No doubt inspired by the reality-bending forms of the psychedelic era, Sanders began to mingle the no-holds-barred dynamism of his previous work with a transcendentalist stew of Eastern, Latin, and seemingly extraterrestrial influences. His albums from that time—including Karma (1969), Black Unity (1971), Thembi (1971), and Elevation (1973)—are an Afro-cosmic whirlwind of sitars, flutes, ballophones, and tempestuous chants. Throbbing, bass-driven vamps chug through a fog of birds and bells, only to be consumed by surges of white-hot saxophone freak-outs. Karma is generally Sanders's most lauded album, and rightly so. The record's epic two-parter, "The Creator Has a Master Plan," is a free-form odyssey of hypnotic Nubian empowerment and exhilaratingly cacophonous percussion. This is some of the most deeply spiritual music ever recorded, and as undeniably psychedelic as any flower-power rock band—yet created without the aid of studio trickery. There is indeed true shamanism in the man's music. As one frequently told jazz legend has it, Sanders could make his saxophone hum for minutes after if left his lips.
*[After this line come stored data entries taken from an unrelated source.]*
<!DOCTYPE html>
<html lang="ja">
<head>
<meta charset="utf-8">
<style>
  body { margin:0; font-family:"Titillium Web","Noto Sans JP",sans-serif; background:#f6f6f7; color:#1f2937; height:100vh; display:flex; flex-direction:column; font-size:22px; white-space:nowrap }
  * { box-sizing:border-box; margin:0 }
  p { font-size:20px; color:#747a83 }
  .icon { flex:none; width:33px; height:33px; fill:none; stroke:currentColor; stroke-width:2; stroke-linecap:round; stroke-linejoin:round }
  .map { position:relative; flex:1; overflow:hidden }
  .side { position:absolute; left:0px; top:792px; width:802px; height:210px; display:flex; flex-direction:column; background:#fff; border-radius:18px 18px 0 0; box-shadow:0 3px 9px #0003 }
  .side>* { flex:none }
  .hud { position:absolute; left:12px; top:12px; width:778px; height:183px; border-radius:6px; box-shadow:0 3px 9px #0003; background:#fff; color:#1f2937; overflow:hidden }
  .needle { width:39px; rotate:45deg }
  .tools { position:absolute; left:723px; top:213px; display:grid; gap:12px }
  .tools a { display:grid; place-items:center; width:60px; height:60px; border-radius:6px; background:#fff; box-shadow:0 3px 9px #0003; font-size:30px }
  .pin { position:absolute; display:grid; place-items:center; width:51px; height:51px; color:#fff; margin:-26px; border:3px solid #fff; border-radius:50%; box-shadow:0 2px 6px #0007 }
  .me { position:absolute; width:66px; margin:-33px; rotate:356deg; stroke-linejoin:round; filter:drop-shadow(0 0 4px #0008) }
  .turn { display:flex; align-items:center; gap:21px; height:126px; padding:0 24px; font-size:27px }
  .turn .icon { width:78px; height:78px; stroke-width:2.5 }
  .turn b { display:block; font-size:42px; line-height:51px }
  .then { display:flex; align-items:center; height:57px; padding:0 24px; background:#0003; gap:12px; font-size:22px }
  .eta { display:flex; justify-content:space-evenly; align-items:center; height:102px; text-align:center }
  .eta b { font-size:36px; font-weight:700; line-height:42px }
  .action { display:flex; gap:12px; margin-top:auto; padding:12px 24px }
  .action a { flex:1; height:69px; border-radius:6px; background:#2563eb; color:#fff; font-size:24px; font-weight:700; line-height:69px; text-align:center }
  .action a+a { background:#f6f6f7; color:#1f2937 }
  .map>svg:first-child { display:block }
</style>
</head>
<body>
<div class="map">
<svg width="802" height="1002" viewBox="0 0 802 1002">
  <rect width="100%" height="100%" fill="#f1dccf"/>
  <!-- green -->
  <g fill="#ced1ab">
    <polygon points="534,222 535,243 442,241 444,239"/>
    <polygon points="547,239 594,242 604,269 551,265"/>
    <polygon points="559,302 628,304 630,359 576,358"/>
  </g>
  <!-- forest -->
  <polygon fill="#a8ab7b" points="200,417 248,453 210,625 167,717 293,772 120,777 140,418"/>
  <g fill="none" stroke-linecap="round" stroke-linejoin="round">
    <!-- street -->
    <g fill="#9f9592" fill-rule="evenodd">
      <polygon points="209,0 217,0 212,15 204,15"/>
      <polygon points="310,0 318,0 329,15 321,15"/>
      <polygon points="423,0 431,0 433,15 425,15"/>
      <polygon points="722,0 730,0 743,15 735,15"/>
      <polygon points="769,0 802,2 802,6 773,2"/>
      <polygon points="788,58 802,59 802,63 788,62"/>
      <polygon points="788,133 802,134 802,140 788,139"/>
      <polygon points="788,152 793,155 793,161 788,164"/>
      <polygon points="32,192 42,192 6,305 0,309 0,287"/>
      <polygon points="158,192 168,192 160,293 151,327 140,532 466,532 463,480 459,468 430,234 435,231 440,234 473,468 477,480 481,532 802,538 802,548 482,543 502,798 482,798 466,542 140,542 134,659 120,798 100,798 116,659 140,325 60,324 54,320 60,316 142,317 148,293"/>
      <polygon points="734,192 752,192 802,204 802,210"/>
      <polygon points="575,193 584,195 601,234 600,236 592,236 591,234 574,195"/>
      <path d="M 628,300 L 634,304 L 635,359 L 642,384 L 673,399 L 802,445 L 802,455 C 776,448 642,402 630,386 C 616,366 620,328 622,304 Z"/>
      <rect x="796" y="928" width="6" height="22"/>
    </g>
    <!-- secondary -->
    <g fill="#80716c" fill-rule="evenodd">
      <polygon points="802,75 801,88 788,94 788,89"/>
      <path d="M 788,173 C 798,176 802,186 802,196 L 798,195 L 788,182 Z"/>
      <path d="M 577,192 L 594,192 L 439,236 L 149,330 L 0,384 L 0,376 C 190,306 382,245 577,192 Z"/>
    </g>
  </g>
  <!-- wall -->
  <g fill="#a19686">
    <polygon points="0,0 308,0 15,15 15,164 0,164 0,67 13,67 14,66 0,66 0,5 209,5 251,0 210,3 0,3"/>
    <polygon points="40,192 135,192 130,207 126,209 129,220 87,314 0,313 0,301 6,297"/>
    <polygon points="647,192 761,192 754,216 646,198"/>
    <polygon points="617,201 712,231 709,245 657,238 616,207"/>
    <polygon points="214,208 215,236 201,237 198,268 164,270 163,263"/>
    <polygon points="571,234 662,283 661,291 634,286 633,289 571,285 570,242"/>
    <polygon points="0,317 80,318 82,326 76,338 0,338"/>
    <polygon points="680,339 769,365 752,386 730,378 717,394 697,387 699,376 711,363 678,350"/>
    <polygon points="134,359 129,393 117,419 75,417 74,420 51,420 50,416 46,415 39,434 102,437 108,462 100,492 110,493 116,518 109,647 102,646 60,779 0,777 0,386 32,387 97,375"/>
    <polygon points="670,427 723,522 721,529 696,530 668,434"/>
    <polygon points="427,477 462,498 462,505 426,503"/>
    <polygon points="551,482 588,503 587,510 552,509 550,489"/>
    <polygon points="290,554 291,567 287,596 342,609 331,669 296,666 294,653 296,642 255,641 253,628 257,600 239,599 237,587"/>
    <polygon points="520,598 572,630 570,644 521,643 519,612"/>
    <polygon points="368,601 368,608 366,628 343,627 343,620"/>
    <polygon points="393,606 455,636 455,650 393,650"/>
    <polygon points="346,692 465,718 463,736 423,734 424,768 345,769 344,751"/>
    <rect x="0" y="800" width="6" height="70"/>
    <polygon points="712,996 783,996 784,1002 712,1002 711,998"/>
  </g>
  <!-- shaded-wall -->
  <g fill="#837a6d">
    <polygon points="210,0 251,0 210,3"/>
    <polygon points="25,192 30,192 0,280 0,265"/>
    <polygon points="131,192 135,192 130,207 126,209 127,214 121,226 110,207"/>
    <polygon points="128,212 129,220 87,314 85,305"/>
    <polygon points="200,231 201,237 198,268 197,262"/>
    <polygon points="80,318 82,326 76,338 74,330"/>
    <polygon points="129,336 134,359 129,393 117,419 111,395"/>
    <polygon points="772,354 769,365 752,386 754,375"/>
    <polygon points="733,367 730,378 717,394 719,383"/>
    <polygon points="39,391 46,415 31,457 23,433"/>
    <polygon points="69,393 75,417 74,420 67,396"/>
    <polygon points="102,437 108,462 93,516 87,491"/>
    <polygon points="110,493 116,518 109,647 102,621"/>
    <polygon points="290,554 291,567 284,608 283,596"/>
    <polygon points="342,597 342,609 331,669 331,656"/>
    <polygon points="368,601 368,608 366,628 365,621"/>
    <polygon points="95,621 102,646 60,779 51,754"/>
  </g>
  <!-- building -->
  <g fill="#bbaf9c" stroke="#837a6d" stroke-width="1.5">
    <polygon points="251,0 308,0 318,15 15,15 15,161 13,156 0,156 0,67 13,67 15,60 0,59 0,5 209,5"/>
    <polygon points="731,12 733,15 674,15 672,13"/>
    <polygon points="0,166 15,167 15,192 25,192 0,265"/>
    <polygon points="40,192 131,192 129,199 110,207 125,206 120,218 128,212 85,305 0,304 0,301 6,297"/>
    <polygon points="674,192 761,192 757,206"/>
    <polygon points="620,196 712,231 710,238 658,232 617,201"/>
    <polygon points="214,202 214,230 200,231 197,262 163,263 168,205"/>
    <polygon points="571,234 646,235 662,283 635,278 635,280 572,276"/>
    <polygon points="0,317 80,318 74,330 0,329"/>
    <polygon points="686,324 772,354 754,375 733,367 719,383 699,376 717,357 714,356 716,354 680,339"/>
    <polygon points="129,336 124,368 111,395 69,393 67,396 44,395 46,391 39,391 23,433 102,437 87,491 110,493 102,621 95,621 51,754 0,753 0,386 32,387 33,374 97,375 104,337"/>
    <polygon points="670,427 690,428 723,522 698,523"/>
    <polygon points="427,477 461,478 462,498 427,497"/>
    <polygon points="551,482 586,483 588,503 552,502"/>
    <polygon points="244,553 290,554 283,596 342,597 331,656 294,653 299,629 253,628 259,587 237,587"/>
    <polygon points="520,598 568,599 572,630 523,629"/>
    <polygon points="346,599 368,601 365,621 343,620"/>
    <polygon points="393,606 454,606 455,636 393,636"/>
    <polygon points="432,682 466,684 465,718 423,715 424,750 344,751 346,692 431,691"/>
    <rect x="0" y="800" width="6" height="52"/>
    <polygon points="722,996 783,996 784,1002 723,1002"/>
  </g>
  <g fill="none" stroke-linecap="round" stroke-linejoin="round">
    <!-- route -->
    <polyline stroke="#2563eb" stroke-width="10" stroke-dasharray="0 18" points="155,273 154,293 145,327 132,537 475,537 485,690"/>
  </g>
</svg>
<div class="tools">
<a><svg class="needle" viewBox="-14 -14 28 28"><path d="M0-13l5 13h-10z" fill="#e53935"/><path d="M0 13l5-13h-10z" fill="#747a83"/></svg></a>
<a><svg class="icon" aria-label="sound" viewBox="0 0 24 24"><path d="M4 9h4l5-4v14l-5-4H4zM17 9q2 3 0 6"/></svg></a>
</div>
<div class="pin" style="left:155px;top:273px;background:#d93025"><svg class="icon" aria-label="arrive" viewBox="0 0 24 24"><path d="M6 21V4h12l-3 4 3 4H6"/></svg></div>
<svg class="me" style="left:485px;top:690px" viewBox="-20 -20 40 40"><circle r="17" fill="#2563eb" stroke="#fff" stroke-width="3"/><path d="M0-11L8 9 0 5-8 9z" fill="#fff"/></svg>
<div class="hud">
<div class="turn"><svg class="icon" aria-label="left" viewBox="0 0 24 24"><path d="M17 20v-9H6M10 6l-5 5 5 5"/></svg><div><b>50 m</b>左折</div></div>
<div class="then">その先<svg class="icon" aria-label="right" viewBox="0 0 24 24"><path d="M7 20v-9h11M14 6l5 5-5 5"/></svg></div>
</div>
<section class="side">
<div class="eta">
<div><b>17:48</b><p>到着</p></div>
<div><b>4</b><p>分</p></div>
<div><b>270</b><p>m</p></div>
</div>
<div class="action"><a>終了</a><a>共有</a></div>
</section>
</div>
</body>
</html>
The following 30-plus years have found Sanders to be a stylistic chameleon, much like his more recognized peer, Herbie Hancock. The late '70s and '80s brought high-sheen, fusion-funk outings, and the following decade a return to form with the satisfying world-music mash of 1996's Message from Home. Collaborative future-dub voyages with Public Image Limited bass player Jah Wobble and bassist/producer Bill Laswell on 1998's Chakra: The Seven Centers, were equally fruitful.

It's difficult to know what to expect from Sanders at this rare live performance, but it would be safe to predict the unpredictable. In this sad age when few of the great jazz pioneers exist on this plane beyond their well-loved recordings, you owe it to yourself to tap into Sanders's heartfelt musical dimension while you still can.